Two months in Beijing

After his diagnosis, but before setting his sights across the seas, Haywood underwent a regimen of at least five different drug treatments. None were successful.

He turned to the Internet and did his own research, estimating he spent 800 to 1,000 hours looking up the disease and possible remedies before deciding to travel to China for stem cell injections and other treatments.

Diekroetger said before her brother arrived at Tiantan Puhua Hospital in Beijing, he couldn’t get out of a chair or bed without help.

Haywood added that before receiving $39,500 worth of treatments there, his speech was heavily slurred, he often choked or coughed uncontrollably while eating and he was barely able to walk.

Haywood, 54, now sits and stands on his own, he speaks more clearly and even his “shuffling gait” has disappeared, Diekroetger said.

Before the stem cell treatments began, Chinese doctors offered Haywood regularly doses of three intravenous medications. Four days into these preliminary treatments, he said, he noticed marked improvement in his condition.

“I woke up at 3 a.m. and I went to the bathroom. ... I got out of bed really easily and I couldn’t believe it,” he said, adding that before the treatments, just turning his body in bed was difficult.

Then, doctors gave him four stem cell injections in his lower lumbar. The approximately 140 million cells contained in each dose were derived from umbilical cord tissue, he said. Stem cells have the capacity to renew themselves and ultimately mature into a variety of human cells. Injected into a person, they may replace or reinforce cells in a weakened body and restore it to greater health.

In addition to the intravenous medications and stem cell treatments, Haywood received acupuncture treatments, massage therapy and was taught meditation techniques at the Beijing hospital.

Haywood returned from China on Dec. 3, after he and Diekroetger spent about two months there.

In a letter he sent to one of his U.S. doctors, Haywood cited many improvements as a result of his treatments in Beijing, including improved reflexes, balance, mobility, muscle tone, flexibility and more.

Urging a change

While heartened by his improvements, Haywood and his family are discouraged by the state of stem cell research law in the U.S.

President George W. Bush has repeatedly vetoed bills that would free federal funds for stem cell research, including two versions of the Stem Cell Research Enhancement Act, which passed in the Senate and the House in 2005 and 2007.

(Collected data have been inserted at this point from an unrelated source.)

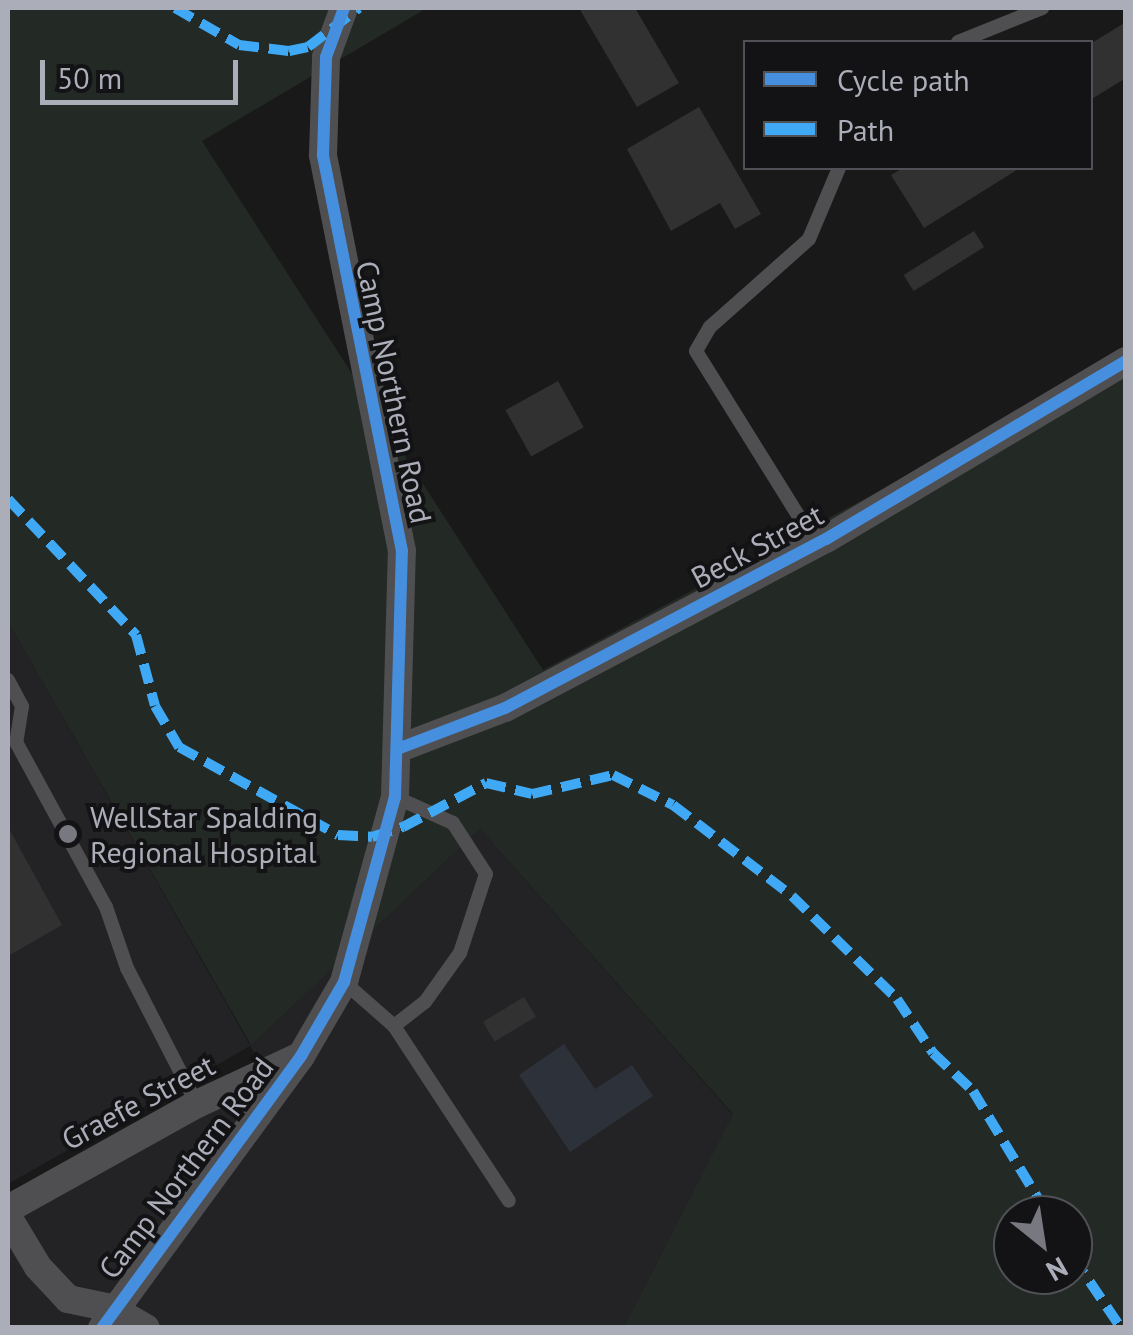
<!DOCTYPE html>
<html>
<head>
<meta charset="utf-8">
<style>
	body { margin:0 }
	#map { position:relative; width:1133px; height:1335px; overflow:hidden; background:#191919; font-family:"PT Sans",sans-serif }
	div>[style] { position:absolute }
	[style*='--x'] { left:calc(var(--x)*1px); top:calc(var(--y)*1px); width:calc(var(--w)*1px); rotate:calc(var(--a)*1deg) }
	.built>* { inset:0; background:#232325 }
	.green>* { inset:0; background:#232924 }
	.water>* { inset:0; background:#2d323a }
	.building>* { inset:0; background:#313131; transform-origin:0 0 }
	.service>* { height:14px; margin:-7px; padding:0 7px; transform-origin:7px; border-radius:7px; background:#4f4f52 }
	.minor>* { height:28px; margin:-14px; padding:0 14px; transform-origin:14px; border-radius:14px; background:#4f4f52 }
	.quiet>* { height:10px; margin-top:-5px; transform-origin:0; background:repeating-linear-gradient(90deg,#3fa9f5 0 20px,transparent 0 30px) }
	.cycleway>* { height:12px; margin:-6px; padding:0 6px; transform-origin:6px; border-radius:6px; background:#468fdf }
	.dots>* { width:28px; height:28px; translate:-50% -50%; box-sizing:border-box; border:5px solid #131315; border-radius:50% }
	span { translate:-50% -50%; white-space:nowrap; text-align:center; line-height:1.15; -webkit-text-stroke:8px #131315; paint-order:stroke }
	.street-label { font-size:30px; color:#abadb8 }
	.poi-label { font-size:30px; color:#abadb8 }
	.left { translate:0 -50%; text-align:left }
	.frame { position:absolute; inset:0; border:10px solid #abadb8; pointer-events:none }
	.legend { position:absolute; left:743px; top:40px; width:350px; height:130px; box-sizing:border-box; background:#131315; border:2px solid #505156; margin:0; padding:12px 18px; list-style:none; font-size:30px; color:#abadb8 }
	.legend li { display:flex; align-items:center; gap:20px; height:50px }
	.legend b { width:50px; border:2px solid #505156 }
	.north { position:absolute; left:993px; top:1195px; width:100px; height:100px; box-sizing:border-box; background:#131315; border:2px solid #505156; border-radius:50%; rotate:150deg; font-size:28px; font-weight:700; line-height:40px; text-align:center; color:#abadb8 }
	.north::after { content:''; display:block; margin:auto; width:35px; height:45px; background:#787980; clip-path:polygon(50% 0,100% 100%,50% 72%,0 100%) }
	.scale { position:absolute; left:40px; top:60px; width:198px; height:45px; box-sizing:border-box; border:5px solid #abadb8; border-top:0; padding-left:12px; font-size:30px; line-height:35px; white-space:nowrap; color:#abadb8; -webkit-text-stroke:8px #131315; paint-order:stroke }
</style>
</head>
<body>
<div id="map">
	<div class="built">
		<div style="clip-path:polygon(8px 622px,250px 1045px,480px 829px,733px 1115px,624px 1327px,8px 1327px,8px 1224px,269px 1075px,250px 1046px,8px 1184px)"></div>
	</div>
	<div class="green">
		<div style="clip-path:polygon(evenodd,8px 8px,427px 8px,202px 141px,543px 670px,1125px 360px,1125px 1327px,624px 1327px,733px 1114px,480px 829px,251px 1045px,8px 622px,8px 8px,1013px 1215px,1073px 1215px,1073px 1275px,1013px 1275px,1013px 1215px)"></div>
	</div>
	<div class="water">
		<div style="clip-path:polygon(564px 1044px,595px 1089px,632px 1065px,653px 1096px,570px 1152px,519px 1075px)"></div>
	</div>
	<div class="building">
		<div style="clip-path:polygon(579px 8px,635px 8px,679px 83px,637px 107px)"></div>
		<div style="clip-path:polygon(1126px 22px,1126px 78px,1090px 100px,1090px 44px)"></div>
		<div style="clip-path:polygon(699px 107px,761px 214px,735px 229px,720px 203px,671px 231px,627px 149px)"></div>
		<div style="clip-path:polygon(903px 168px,1020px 168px,924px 228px,891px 175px)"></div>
		<div style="left:974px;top:231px;width:19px;height:83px;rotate:58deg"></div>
		<div style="left:558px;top:381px;width:53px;height:60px;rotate:61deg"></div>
		<div style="clip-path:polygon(8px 827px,62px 925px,8px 956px)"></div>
		<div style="left:524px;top:997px;width:23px;height:48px;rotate:59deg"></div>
	</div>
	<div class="service">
		<div style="--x:958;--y:42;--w:91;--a:-22"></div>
		<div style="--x:816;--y:544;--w:227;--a:-121.9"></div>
		<div style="--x:696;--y:351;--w:28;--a:-60"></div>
		<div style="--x:710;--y:327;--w:132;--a:-41.6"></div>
		<div style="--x:809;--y:239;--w:77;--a:-67.1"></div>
		<div style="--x:8;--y:680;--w:30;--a:62"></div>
		<div style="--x:22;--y:706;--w:36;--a:99"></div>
		<div style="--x:16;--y:742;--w:188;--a:61.4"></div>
		<div style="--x:106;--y:907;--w:65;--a:71"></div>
		<div style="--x:127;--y:968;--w:153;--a:62.8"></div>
		<div style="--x:344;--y:982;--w:67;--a:41.3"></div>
		<div style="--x:394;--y:1026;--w:39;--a:-38"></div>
		<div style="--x:425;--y:1002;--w:60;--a:-54.5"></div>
		<div style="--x:460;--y:953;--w:83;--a:-71.8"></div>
		<div style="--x:486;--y:874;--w:61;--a:-122.9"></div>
		<div style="--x:453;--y:823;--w:64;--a:-155.9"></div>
		<div style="--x:394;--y:1026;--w:209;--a:56.7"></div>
	</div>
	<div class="minor">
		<div style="--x:400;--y:748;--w:112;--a:-20.9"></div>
		<div style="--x:505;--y:708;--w:363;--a:-27.8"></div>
		<div style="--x:826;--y:539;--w:349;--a:-30.7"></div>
		<div style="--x:8;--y:1209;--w:216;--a:-29.1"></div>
		<div style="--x:197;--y:1104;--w:111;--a:-25"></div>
		<div style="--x:8;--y:1217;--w:58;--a:59"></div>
		<div style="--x:38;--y:1267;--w:44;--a:46.8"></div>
		<div style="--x:68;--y:1299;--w:44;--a:11.8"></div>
		<div style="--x:111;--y:1308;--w:40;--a:29.7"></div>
		<div style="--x:102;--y:1328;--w:337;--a:-53.8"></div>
		<div style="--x:301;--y:1056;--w:86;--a:-59.8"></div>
		<div style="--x:344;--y:982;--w:192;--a:-74.6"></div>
		<div style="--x:395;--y:797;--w:246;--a:-88.4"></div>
		<div style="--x:402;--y:551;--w:404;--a:-101.3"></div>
		<div style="--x:323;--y:155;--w:98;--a:-88.2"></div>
		<div style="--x:326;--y:57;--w:52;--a:-69.8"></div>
	</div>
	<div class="quiet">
		<div style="--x:175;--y:8;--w:74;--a:30"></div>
		<div style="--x:239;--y:45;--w:50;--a:6.8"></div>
		<div style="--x:289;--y:51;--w:19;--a:-12"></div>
		<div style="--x:308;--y:47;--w:64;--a:-37.4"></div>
		<div style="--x:8;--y:499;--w:187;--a:46.7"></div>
		<div style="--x:136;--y:635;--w:73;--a:75"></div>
		<div style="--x:155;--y:706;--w:48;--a:59.7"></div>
		<div style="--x:179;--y:747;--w:182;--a:29"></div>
		<div style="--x:338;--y:835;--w:34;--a:3"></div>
		<div style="--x:372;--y:837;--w:33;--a:-18"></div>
		<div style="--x:403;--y:827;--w:94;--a:-27.9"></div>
		<div style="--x:486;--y:783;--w:47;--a:13.4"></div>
		<div style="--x:532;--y:794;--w:83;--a:-13.2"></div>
		<div style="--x:613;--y:775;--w:67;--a:26.6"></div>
		<div style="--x:673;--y:805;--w:150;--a:37.4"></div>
		<div style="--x:792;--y:896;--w:147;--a:44.4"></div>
		<div style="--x:897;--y:999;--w:65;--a:56.3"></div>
		<div style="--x:933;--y:1053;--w:55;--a:43.5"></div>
		<div style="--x:973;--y:1091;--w:145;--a:58.8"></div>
		<div style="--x:1073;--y:1257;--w:86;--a:55.9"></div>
	</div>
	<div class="cycleway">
		<div style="--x:400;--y:748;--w:112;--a:-20.9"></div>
		<div style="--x:505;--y:708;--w:363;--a:-27.8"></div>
		<div style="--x:826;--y:539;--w:349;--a:-30.7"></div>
		<div style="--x:102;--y:1328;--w:337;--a:-53.8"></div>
		<div style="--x:301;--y:1056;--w:86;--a:-59.8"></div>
		<div style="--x:344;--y:982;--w:192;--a:-74.6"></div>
		<div style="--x:395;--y:797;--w:246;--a:-88.4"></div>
		<div style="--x:402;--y:551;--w:404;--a:-101.3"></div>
		<div style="--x:323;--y:155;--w:98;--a:-88.2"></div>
		<div style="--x:326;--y:57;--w:52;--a:-69.8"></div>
	</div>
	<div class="dots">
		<div style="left:68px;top:834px;background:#787980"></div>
	</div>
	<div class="street-label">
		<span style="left:394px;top:392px;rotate:78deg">Camp Northern Road</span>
		<span style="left:757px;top:546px;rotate:-28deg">Beck Street</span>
		<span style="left:138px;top:1102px;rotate:-28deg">Graefe Street</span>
		<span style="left:186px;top:1168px;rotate:-53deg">Camp Northern Road</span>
	</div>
	<div class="poi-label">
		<span class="left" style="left:90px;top:834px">WellStar Spalding<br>Regional Hospital</span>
	</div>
	<div class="frame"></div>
	<ul class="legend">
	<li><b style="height:12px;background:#468fdf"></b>Cycle path</li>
	<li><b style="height:12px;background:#3fa9f5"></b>Path</li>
	</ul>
	<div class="north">N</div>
	<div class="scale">50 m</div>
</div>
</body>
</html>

“All of us caregivers got together and said, ‘Isn’t it sad that the world’s greatest superpower cannot do the things to save people’s lives?’” said Diekroetger.

In hopes of increasing the availability of stem cell treatment in the U.S., Haywood recently wrote letters chronicling his improvements to Gov. Arnold Schwarzenegger and Rep. Mike Thompson, D-St. Helena. Haywood said he encourages others who support stem cell research to write letters to state and federal government officials.

Diekroetger said stem cell treatments have the potential to alleviate the suffering of countless Americans who face a range of common and rare health disorders. Some health professionals believe the treatments could eventually help those afflicted with Lou Gehrig’s disease, multiple sclerosis, traumatic brain injuries, strokes and more.

Proposition 71, passed by California voters in 2004, allotted approximately $3 billion for stem cell research. Due to lawsuits that stalled the distribution of state monies, funds for stem-cell studies have only recently become available.

In the meantime, Haywood is working his way back to health at his home in Fernandina Beach, Fla. In conjunction with four oral medications and two vitamin supplements he acquired in China, he incorporates physical therapy, acupuncture, massage and meditation into his treatment regimen. Haywood said the doctors who treated him in China told him that he will feel the full results from his treatments within approximately six months.

Diekroetger said although there is no cure for MSA, the stem cell treatments and other medications her brother received abroad will buy him time.

If his condition grows worse and there is still no cure for MSA in five or six years, she said, he will return to China.

“I’m really determined to beat this, and I will. I’m trying to buy enough time to get a cure,” said Haywood.